> **SUPPLIED MATERIAL**:
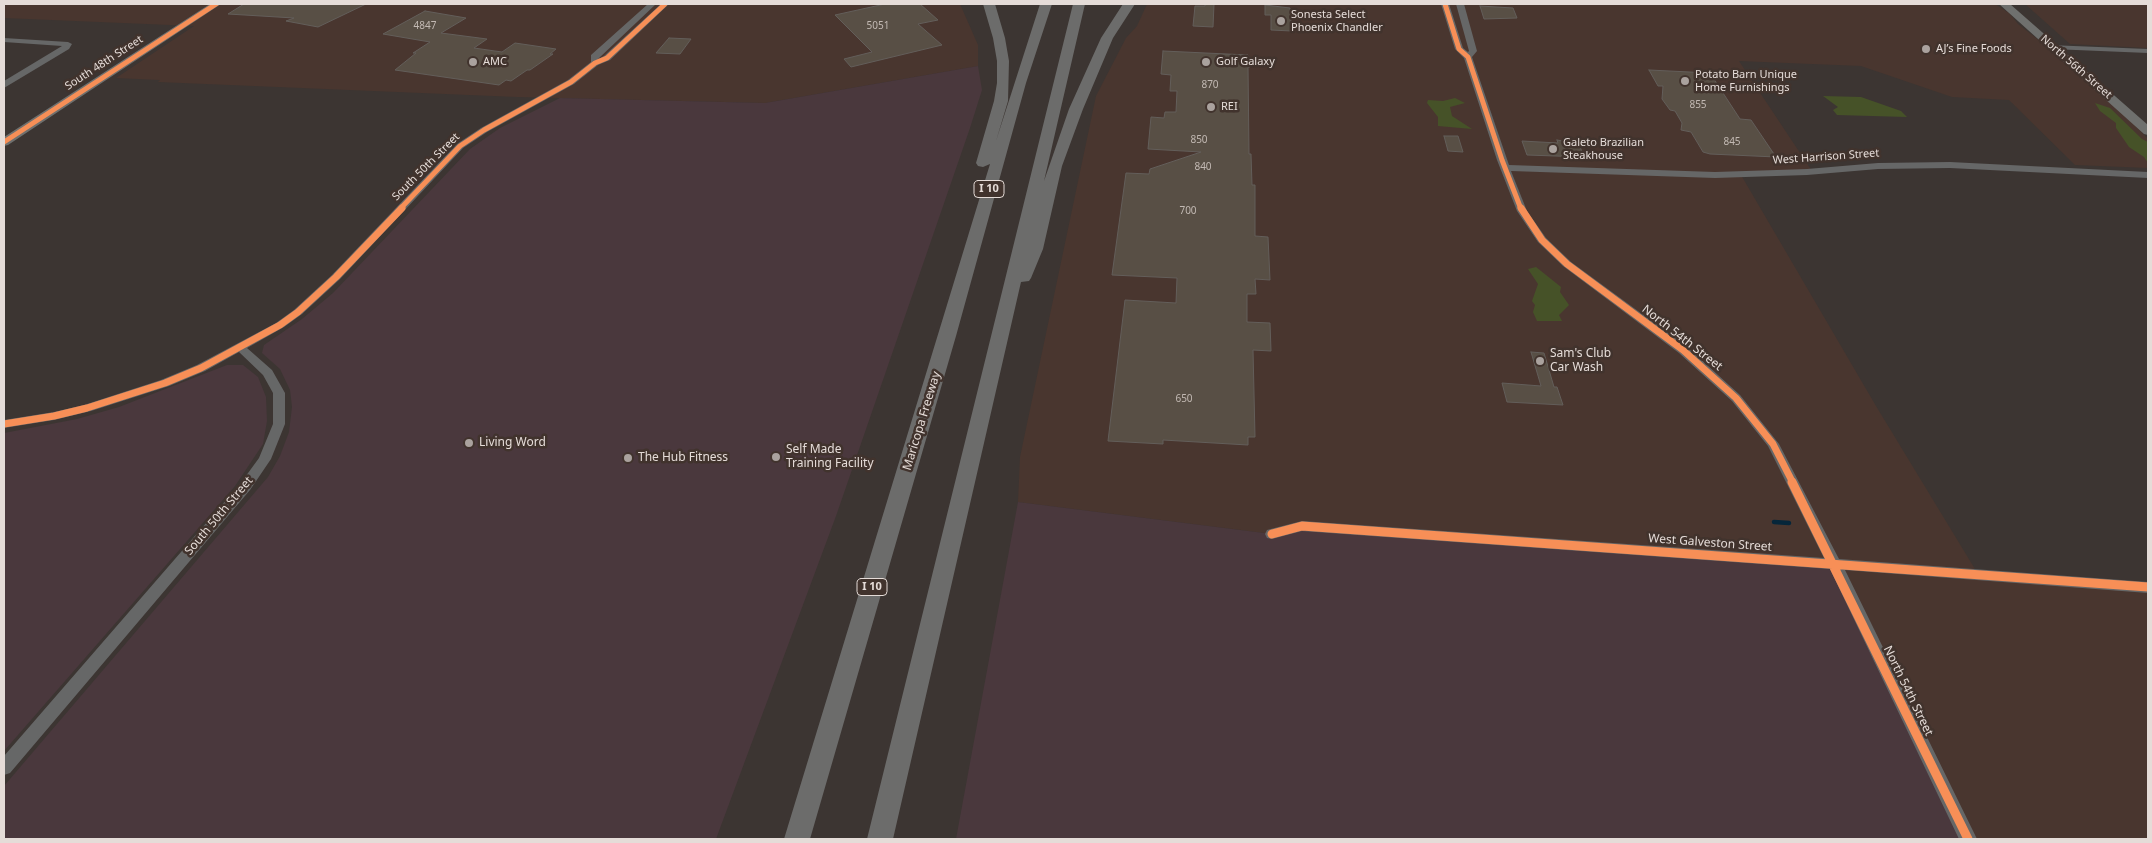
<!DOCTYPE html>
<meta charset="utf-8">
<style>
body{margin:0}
#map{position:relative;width:2152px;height:843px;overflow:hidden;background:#3c3532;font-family:"Noto Sans",sans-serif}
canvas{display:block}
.frame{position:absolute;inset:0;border:5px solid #e5dcd8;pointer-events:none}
</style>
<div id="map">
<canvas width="2152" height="843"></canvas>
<div class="frame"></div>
</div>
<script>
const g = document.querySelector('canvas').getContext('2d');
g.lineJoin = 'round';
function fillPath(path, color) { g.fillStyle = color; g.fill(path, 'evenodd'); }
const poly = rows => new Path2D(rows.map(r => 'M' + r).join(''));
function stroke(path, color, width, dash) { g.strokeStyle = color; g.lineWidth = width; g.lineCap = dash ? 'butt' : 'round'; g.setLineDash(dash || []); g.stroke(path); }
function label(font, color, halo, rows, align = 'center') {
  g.font = font + ' "Noto Sans",sans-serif'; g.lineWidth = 5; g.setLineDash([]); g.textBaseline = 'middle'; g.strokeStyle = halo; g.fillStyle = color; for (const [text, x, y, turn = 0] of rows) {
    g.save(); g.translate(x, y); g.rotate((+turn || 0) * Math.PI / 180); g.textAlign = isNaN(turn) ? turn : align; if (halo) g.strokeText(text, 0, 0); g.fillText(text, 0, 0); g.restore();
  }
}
const built = poly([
 [4,4,960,4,978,45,978,66,765,103,517,97,158,82,160,80,116,78,194,26,4,18],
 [1147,4,1995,4,2009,13,2018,24,2054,52,2115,105,2148,139,2148,168,2075,165,2009,100,1952,97,1861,66,1739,61,1812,171,1741,175,1876,406,1978,574,1950,572,2148,589,2148,839,1968,839,1899,698,1272,534,1018,502,1020,457,1096,96,1126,38,1137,26],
 [2025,4,2148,4,2148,48,2070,44]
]);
const industrial = poly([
 [978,66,982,90,970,128,836,516,716,839,4,839,4,786,268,477,280,456,289,432,292,407,290,390,280,369,262,353,264,345,302,319,333,293,470,149,500,128,560,98,765,103],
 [227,365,243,365,258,377,266,397,267,421,263,444,235,486,4,751,4,433,77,419,119,407],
 [1018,502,1272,534,1302,526,1833,563,1968,839,956,839]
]);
const green = poly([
 [1823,96,1861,97,1901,111,1907,117,1837,115,1833,110,1838,107],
 [1455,98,1465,103,1450,107,1452,116,1472,129,1438,126,1438,117,1427,103,1428,100,1443,101],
 [2095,103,2110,108,2142,139,2148,142,2148,163,2144,157,2129,147,2116,128,2116,123,2100,111],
 [1536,267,1561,287,1560,292,1569,305,1559,315,1562,321,1537,321,1533,312,1535,305,1532,301,1538,284,1528,269]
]);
const stream = poly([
 [1774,522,1789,523]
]);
const building = poly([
 [244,4,366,4,318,27,286,21,294,18,228,14,244,4],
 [885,4,920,4,938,20,918,24,942,45,851,67,844,59,872,52,835,15,885,4],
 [1205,4,1214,4,1213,27,1193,26,1195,6,1205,6,1205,4],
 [1265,5,1290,8,1292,31,1271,30,1271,15,1265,15,1265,5],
 [1480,6,1513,8,1517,18,1484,19,1480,6],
 [425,11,466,18,441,33,487,39,474,48,502,52,515,43,556,49,550,54,553,54,530,70,527,70,511,81,506,80,499,85,395,70,416,53,413,53,430,42,383,34,425,11],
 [669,38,691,39,680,54,656,53,669,38],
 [1163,51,1248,55,1248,57,1250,57,1250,67,1248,67,1249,154,1251,154,1252,185,1255,185,1255,236,1268,237,1270,280,1255,279,1256,294,1247,294,1247,322,1270,323,1271,351,1253,350,1255,437,1248,437,1248,445,1163,440,1163,444,1108,441,1125,300,1176,303,1177,278,1112,275,1126,173,1149,174,1150,169,1201,152,1148,149,1151,117,1164,118,1165,112,1176,112,1177,91,1170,91,1171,75,1161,74,1163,51],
 [1649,70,1710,73,1740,119,1751,120,1776,157,1710,154,1703,152,1691,132,1681,130,1682,123,1675,111,1670,110,1662,99,1663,86,1658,86,1649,70],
 [1444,136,1458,136,1463,152,1448,151,1444,136],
 [1557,140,1579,144,1584,157,1527,155,1522,141,1558,143,1557,140],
 [1531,352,1544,353,1554,387,1557,387,1563,405,1507,402,1502,383,1541,386,1531,352]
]);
const minor = poly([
 [648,4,656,4,598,59,604,56,661,4,669,4,610,60,598,65,574,84,487,132,463,148,340,279,302,314,284,327,247,348,272,370,285,393,285,424,271,459,250,490,10,773,4,775,4,756,240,484,259,458,273,424,273,393,263,375,239,352,205,371,169,386,91,411,54,420,4,428,4,420,54,412,84,405,161,380,197,365,276,323,294,310,332,275,457,144,481,128,568,80,591,62,591,55,648,4],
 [1441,4,1449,4,1463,48,1468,52,1469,51,1456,4,1464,4,1477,51,1472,57,1509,165,1715,172,1807,169,1878,163,1950,162,2148,172,2148,178,1950,168,1878,169,1807,175,1715,178,1511,171,1527,211,1546,238,1571,262,1687,347,1740,395,1779,444,1839,559,2148,582,2148,593,1845,570,1977,839,1959,839,1830,569,1302,531,1272,539,1267,538,1265,534,1267,530,1302,521,1824,558,1768,446,1732,401,1679,353,1563,266,1538,242,1517,211,1497,160,1464,58,1455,49,1441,4],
 [4,38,68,42,72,44,69,49,4,88,4,81,62,46,4,42,4,38],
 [2049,45,2148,49,2148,53,2052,49,2049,49,2049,45]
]);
const major = poly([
 [210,4,221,4,8,145,4,146,4,137,210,4],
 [1999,4,2010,4,2148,125,2148,135,2144,134,1999,4]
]);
const highway = poly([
 [983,4,995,4,1005,38,1009,61,1008,101,996,141,1040,4,1052,4,1026,83,956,336,810,839,784,839,990,164,983,167,978,166,976,163,994,101,997,83,997,61,993,38,983,4],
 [1073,4,1085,4,1044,181,1069,109,1101,38,1123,4,1135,4,1113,38,1083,109,1062,166,1043,249,1031,278,1029,281,1021,282,893,839,867,839,1073,4]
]);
const cyclewayFar2 = poly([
 [1445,4,1459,49,1468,57,1502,160,1521,209],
 [4,142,216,4],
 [400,209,460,146,484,130,571,82,595,63,607,58,665,4]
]);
const cyclewayFar1 = poly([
 [1521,208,1542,240,1567,264,1683,350,1736,398,1773,444,1793,483],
 [4,424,54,416,87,408,165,383,201,368,280,325,298,312,336,277,402,208]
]);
const cycleway = poly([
 [1792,482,1968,839],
 [1272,534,1302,526,2148,587]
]);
const markers = [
 [1281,21,5,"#aaa29e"],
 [1926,49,5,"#aaa29e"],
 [473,62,5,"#aaa29e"],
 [1206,62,5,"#aaa29e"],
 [1685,81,5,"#aaa29e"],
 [1211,107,5,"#aaa29e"],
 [1553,149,5,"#aaa29e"],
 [1540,361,5,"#aaa29e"],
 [469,443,5,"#aaa29e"],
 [776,457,5,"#aaa29e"],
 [628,458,5,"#aaa29e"]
];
const numberNames = [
 ["4847",425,26],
 ["5051",878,26],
 ["870",1210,85],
 ["855",1698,105],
 ["850",1199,140],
 ["845",1732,142],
 ["840",1203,167],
 ["700",1188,211],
 ["650",1184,399]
];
const farPoinames = [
 ["Sonesta Select",1291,15],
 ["Phoenix Chandler",1291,28],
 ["AJ’s Fine Foods",1936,49],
 ["AMC",483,62],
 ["Golf Galaxy",1216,62],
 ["Potato Barn Unique",1695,75],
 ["Home Furnishings",1695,88],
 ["REI",1221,107],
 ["Galeto Brazilian",1563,143],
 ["Steakhouse",1563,156]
];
const farStreetnames = [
 ["South 48th Street",104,63,-33],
 ["North 56th Street",2076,67,41],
 ["West Harrison Street",1826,157,-4],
 ["South 50th Street",426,167,-45]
];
const shields = [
 [989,189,30],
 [872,587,30]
];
const shieldNames = [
 ["I 10",989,189],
 ["I 10",872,587]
];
const streetNames = [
 ["North 54th Street",1682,338,38],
 ["Maricopa Freeway",922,421,-73],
 ["South 50th Street",219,516,-50],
 ["West Galveston Street",1710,543,4],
 ["North 54th Street",1908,691,64]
];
const poiNames = [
 ["Sam's Club",1550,354],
 ["Car Wash",1550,368],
 ["Living Word",479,443],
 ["Self Made",786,450],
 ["Training Facility",786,464],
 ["The Hub Fitness",638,458]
];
fillPath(built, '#49362f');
fillPath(industrial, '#4a383d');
fillPath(green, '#465228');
stroke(stream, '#06263a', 4.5);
fillPath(building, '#584f45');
stroke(building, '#635e5a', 1);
fillPath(minor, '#666767');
fillPath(major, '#6f706e');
fillPath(highway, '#6c6c6b');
stroke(cyclewayFar2, '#f78f57', 5);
stroke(cyclewayFar1, '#f78f57', 7);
stroke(cycleway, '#f78f57', 9);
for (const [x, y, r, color] of markers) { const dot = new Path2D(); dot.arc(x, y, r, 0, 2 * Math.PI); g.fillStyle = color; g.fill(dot); stroke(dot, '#41332d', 2); }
label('10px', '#c2b9b3', null, numberNames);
label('11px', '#e5dcd8', '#41332d', farPoinames, 'left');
label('11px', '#e5dcd8', '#41332d', farStreetnames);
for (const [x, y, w] of shields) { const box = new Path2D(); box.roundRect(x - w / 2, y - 8.5, w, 17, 4); g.fillStyle = '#41332d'; g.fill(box); stroke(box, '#e5dcd8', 1); }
label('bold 11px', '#e5dcd8', null, shieldNames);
label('12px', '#e5dcd8', '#41332d', streetNames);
label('12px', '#e5dcd8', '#41332d', poiNames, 'left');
</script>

> **YOUR TASK**: Would you transcribe, unchanged, every line of the material from the one containing "for (const [x, y, r, color]" to the very end, including both, and nothing else?

> **EXERCISE OUTPUT**:
for (const [x, y, r, color] of markers) { const dot = new Path2D(); dot.arc(x, y, r, 0, 2 * Math.PI); g.fillStyle = color; g.fill(dot); stroke(dot, '#41332d', 2); }
label('10px', '#c2b9b3', null, numberNames);
label('11px', '#e5dcd8', '#41332d', farPoinames, 'left');
label('11px', '#e5dcd8', '#41332d', farStreetnames);
for (const [x, y, w] of shields) { const box = new Path2D(); box.roundRect(x - w / 2, y - 8.5, w, 17, 4); g.fillStyle = '#41332d'; g.fill(box); stroke(box, '#e5dcd8', 1); }
label('bold 11px', '#e5dcd8', null, shieldNames);
label('12px', '#e5dcd8', '#41332d', streetNames);
label('12px', '#e5dcd8', '#41332d', poiNames, 'left');
</script>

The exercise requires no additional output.